WHAT THE EXERCISE ASKS: Look through the entries below for the string "Hidayat", and copy each line where it is found.

*** DATA RECORDS Section Begins ***

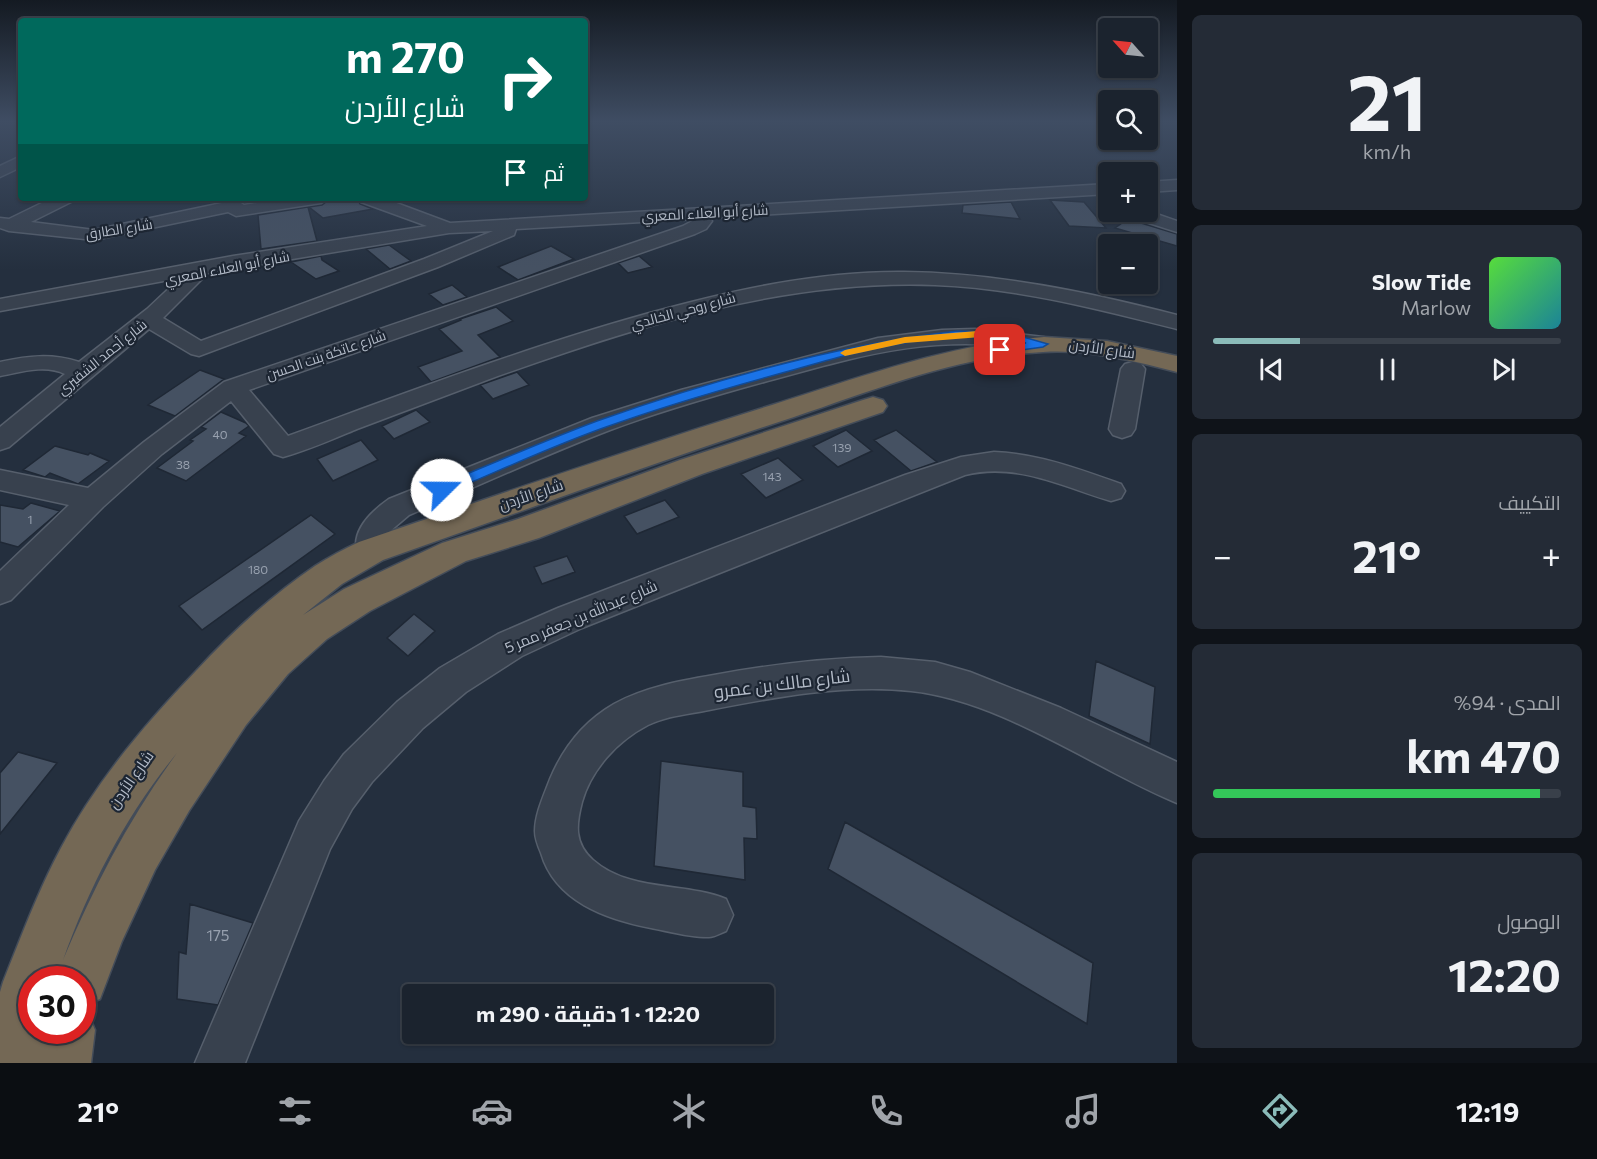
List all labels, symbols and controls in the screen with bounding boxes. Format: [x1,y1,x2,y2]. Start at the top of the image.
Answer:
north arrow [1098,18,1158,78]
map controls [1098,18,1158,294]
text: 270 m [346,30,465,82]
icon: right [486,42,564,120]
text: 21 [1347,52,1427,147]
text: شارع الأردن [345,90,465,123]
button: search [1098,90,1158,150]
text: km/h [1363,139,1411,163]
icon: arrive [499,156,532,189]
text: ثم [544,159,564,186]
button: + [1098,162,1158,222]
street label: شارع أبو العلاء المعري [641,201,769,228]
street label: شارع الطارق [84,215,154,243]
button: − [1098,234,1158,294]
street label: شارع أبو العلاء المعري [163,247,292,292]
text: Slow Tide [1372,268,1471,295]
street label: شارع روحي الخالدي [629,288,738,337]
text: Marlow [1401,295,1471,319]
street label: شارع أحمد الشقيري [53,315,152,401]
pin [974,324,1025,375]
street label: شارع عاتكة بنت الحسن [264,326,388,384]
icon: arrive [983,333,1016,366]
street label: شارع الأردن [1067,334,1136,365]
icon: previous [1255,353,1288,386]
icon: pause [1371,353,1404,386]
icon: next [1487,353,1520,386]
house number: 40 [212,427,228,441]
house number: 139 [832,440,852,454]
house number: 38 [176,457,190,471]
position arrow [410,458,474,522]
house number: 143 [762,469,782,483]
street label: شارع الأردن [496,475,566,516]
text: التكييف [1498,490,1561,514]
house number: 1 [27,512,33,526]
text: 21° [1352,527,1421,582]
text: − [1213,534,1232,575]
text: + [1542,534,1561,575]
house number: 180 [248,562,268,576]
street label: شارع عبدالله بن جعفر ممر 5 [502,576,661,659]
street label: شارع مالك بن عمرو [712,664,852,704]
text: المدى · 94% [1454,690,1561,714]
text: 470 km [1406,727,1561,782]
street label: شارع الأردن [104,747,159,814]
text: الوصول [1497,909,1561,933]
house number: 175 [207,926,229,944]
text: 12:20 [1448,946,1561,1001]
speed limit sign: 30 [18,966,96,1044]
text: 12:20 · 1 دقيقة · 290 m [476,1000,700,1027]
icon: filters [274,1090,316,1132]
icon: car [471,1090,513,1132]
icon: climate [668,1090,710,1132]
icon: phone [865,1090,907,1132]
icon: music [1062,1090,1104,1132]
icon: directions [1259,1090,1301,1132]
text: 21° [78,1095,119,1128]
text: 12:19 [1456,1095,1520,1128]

*** DATA RECORDS Section Ends ***
*** DATA RECORDS Section Begins ***

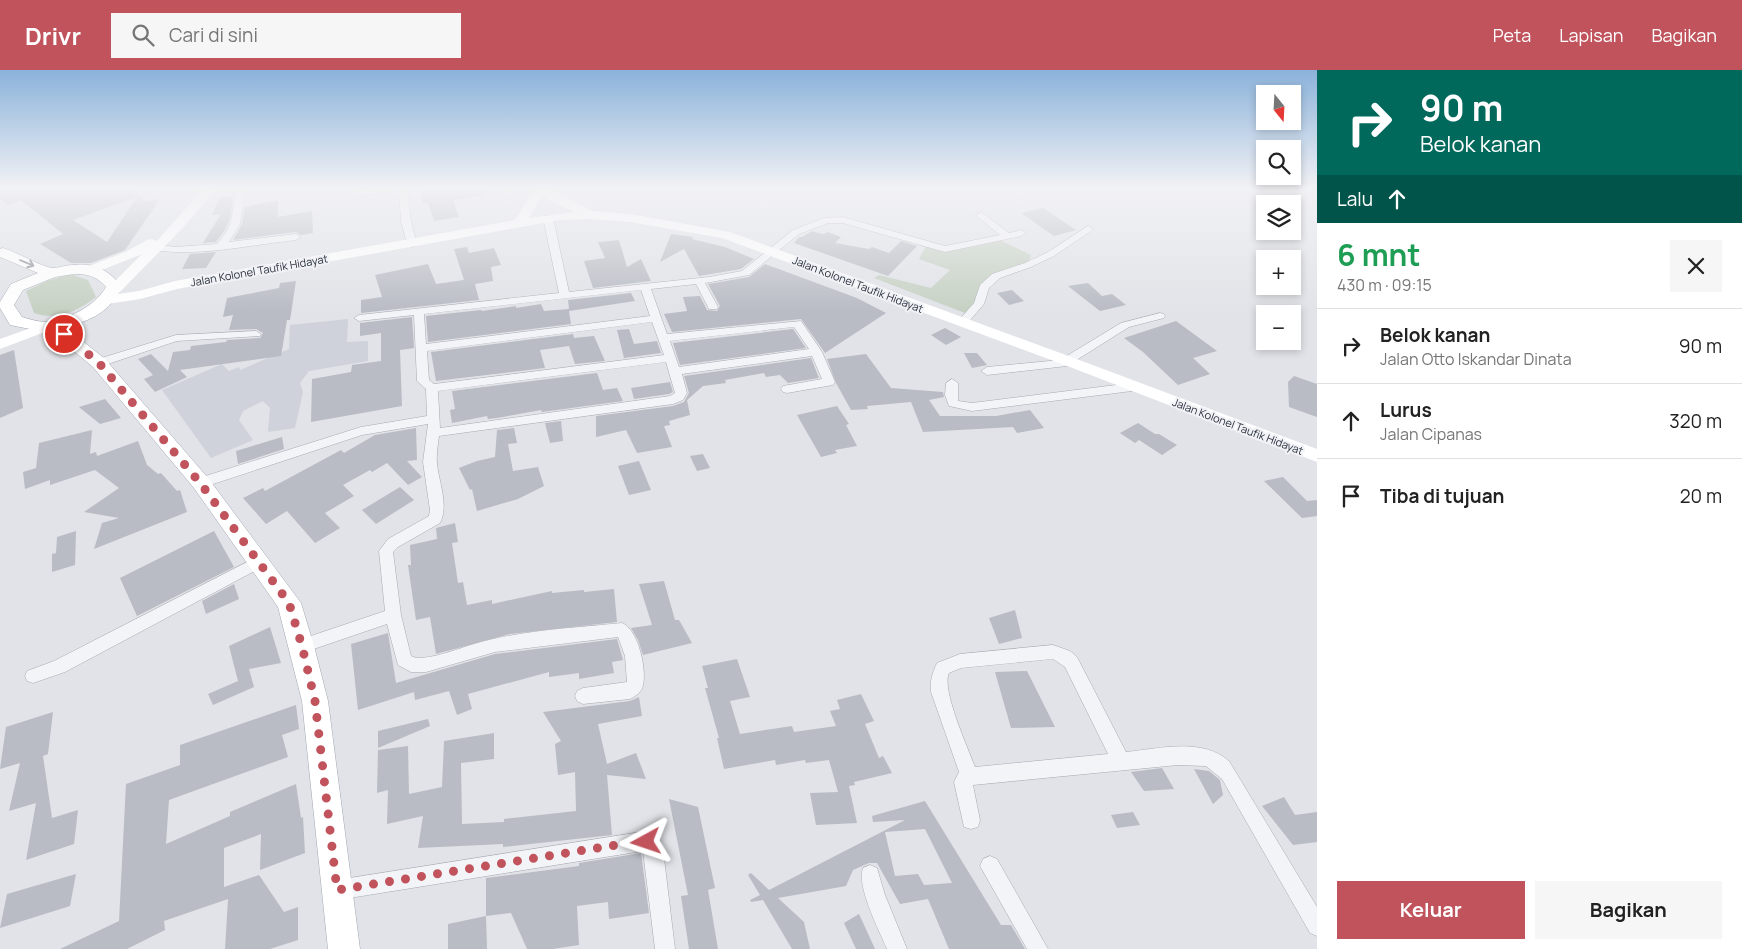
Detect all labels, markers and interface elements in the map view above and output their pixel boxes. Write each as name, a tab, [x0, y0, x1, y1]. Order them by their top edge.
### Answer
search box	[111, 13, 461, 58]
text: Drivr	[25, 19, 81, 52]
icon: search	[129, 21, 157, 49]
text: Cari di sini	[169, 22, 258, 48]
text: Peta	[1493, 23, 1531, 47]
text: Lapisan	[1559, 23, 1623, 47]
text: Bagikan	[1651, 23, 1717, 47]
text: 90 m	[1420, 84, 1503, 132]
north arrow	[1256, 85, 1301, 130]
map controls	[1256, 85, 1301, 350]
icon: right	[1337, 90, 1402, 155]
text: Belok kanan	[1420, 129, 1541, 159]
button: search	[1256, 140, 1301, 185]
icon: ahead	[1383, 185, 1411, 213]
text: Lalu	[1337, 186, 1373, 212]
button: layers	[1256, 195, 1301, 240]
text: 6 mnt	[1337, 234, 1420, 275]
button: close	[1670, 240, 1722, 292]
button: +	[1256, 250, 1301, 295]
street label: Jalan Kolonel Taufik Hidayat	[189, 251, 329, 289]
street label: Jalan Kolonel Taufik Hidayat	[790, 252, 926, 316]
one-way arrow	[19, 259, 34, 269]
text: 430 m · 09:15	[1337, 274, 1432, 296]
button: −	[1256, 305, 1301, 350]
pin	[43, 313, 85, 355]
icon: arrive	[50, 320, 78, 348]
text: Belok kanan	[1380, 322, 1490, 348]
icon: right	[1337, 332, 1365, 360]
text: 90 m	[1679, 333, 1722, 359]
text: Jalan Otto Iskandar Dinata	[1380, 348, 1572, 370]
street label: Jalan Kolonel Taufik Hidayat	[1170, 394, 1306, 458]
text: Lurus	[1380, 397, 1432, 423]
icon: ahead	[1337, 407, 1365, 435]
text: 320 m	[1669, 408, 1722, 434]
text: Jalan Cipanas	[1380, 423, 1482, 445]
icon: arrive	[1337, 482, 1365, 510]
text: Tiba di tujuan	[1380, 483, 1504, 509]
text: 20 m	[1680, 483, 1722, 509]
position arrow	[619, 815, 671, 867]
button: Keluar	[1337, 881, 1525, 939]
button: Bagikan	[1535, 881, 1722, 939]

*** DATA RECORDS Section Ends ***

RESULT:
street label: Jalan Kolonel Taufik Hidayat	[189, 251, 329, 289]
street label: Jalan Kolonel Taufik Hidayat	[790, 252, 926, 316]
street label: Jalan Kolonel Taufik Hidayat	[1170, 394, 1306, 458]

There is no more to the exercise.